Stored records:
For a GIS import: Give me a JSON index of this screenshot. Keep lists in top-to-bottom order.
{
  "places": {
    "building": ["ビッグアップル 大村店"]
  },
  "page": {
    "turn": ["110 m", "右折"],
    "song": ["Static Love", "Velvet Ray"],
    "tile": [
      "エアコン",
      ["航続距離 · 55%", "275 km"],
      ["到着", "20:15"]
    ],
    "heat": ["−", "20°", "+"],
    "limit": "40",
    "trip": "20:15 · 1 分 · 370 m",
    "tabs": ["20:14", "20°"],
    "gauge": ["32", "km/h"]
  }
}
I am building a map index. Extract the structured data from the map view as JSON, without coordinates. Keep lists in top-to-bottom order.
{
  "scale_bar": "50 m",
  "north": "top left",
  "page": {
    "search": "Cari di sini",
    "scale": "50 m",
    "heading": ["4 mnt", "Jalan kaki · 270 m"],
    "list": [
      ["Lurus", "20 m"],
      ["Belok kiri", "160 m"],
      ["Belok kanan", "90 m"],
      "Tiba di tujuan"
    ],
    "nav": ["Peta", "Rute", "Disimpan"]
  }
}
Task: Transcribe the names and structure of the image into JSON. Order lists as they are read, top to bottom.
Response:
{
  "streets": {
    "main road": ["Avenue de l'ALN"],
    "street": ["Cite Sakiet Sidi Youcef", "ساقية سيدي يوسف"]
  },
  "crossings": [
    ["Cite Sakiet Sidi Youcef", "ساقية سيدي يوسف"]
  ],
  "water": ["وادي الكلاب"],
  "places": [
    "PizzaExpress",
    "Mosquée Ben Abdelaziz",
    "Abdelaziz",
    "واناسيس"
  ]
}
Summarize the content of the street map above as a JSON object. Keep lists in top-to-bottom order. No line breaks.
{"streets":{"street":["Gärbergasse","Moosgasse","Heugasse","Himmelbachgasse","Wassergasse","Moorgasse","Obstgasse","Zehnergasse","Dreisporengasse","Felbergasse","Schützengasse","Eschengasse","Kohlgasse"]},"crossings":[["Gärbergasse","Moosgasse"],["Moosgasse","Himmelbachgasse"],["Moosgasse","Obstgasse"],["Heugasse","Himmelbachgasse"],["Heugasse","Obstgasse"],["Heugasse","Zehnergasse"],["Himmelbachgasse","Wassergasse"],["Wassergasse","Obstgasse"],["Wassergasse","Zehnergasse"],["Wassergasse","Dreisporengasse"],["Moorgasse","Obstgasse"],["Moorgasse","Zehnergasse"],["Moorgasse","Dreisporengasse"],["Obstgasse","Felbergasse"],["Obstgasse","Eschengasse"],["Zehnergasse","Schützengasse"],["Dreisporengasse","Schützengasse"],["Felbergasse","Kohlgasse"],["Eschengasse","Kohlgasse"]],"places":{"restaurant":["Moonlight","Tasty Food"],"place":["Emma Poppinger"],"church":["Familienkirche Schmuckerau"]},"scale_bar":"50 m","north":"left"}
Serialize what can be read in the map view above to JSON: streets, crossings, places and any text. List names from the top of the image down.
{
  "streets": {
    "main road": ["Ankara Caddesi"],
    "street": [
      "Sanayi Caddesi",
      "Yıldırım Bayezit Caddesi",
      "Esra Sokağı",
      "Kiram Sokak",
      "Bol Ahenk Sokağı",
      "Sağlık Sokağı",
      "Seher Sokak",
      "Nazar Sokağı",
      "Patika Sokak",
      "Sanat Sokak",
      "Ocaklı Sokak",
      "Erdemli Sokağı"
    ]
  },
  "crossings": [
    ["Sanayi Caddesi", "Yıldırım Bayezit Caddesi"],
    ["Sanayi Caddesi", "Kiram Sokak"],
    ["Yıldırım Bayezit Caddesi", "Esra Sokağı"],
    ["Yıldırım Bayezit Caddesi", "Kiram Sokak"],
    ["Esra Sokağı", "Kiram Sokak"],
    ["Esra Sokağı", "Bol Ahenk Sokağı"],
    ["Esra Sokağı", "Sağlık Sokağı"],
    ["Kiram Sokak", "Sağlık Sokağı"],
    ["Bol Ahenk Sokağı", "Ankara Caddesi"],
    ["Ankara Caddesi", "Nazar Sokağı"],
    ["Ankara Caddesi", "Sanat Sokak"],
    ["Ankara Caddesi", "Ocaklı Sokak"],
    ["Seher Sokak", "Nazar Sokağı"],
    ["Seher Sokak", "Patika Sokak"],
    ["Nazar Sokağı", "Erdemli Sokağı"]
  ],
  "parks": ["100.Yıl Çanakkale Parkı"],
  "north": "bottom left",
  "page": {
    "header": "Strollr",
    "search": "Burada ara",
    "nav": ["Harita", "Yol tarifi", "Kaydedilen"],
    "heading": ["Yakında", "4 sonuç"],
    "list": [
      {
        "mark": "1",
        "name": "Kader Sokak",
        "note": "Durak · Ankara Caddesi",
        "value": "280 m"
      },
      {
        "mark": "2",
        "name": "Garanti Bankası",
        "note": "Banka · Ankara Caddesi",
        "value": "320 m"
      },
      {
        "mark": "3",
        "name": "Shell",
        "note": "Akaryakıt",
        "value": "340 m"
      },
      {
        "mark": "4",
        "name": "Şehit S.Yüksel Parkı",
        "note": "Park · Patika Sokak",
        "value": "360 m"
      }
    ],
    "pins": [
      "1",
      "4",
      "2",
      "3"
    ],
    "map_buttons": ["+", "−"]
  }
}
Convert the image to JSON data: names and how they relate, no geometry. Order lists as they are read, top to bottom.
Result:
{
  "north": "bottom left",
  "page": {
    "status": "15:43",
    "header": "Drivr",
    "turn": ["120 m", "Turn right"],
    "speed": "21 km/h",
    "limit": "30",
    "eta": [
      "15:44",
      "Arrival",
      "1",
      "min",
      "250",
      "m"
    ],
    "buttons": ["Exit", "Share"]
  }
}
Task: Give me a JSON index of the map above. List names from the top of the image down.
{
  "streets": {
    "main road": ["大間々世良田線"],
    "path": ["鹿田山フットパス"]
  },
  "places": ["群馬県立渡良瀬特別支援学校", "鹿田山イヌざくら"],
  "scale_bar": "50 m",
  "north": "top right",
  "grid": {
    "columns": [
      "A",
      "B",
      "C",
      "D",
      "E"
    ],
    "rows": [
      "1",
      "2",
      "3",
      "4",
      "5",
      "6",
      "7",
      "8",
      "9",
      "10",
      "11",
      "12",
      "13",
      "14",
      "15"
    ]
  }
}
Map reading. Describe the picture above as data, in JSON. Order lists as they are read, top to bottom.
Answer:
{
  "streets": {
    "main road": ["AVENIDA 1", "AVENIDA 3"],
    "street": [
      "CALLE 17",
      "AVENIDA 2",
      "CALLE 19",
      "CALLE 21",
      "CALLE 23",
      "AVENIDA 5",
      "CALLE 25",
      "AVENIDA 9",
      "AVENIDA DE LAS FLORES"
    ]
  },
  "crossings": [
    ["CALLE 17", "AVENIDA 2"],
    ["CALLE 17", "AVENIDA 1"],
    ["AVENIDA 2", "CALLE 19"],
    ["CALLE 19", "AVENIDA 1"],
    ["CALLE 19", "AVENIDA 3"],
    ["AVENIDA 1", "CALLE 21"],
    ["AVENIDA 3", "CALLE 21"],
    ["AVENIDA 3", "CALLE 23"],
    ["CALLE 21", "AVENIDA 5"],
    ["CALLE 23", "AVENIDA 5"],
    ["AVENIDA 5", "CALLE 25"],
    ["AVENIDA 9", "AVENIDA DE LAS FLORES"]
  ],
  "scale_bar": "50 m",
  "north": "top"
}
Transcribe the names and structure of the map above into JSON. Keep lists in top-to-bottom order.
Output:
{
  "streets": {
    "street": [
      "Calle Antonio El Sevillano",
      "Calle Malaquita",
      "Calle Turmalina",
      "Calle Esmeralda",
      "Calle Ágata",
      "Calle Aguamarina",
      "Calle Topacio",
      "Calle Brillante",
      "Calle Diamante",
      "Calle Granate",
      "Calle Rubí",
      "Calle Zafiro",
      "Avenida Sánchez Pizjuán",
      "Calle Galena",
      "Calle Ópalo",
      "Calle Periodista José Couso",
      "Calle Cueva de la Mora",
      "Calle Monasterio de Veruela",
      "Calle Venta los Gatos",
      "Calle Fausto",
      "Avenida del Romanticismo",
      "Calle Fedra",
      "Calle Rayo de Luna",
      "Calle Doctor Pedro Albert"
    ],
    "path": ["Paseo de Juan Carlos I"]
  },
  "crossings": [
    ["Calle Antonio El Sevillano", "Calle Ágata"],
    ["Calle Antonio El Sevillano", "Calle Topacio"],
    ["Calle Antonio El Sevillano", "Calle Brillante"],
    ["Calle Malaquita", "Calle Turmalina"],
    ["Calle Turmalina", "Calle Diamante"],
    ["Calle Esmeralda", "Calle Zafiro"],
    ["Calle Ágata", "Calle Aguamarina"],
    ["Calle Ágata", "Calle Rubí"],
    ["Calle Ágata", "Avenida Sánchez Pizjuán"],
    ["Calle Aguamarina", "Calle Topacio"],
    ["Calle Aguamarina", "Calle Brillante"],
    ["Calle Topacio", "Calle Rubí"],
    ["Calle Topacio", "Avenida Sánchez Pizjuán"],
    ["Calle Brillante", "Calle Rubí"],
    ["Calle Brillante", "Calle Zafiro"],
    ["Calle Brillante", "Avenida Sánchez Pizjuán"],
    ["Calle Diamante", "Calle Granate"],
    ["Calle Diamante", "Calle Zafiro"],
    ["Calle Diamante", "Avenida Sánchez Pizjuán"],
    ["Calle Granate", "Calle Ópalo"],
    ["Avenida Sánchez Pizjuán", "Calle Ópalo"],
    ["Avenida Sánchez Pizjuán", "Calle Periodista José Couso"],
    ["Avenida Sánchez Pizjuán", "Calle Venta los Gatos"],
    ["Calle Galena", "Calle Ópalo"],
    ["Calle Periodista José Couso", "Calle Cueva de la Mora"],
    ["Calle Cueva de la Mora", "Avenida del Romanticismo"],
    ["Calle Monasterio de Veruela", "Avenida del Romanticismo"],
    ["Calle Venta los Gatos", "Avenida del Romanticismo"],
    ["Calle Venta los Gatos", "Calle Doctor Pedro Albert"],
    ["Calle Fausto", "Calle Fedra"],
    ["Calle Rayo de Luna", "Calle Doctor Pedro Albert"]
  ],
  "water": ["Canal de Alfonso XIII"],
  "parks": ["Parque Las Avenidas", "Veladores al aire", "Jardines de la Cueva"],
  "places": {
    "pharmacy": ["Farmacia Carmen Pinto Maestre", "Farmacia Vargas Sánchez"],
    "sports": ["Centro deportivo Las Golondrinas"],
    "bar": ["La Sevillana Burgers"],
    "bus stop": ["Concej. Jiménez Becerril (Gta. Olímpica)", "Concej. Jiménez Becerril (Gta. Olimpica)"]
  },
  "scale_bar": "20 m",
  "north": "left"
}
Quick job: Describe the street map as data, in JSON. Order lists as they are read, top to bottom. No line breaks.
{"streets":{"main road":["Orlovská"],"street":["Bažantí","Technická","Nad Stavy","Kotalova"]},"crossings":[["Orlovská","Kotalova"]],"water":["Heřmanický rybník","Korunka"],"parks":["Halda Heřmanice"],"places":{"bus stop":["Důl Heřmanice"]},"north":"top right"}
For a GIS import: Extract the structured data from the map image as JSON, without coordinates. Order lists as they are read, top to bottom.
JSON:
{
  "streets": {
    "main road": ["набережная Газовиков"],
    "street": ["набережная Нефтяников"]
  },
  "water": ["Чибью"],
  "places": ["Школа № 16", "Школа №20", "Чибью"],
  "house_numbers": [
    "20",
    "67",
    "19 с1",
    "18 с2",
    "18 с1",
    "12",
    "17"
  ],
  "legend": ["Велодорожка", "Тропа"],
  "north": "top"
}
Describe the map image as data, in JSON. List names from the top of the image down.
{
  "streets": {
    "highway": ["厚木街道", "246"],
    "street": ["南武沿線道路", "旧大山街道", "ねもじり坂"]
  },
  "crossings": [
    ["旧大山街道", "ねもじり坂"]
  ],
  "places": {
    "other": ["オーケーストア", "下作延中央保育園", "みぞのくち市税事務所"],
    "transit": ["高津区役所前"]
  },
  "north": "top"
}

## Task requirements
Count the lines of the data that hold the string "Albert". The answer should be that number alone.

## Response below
3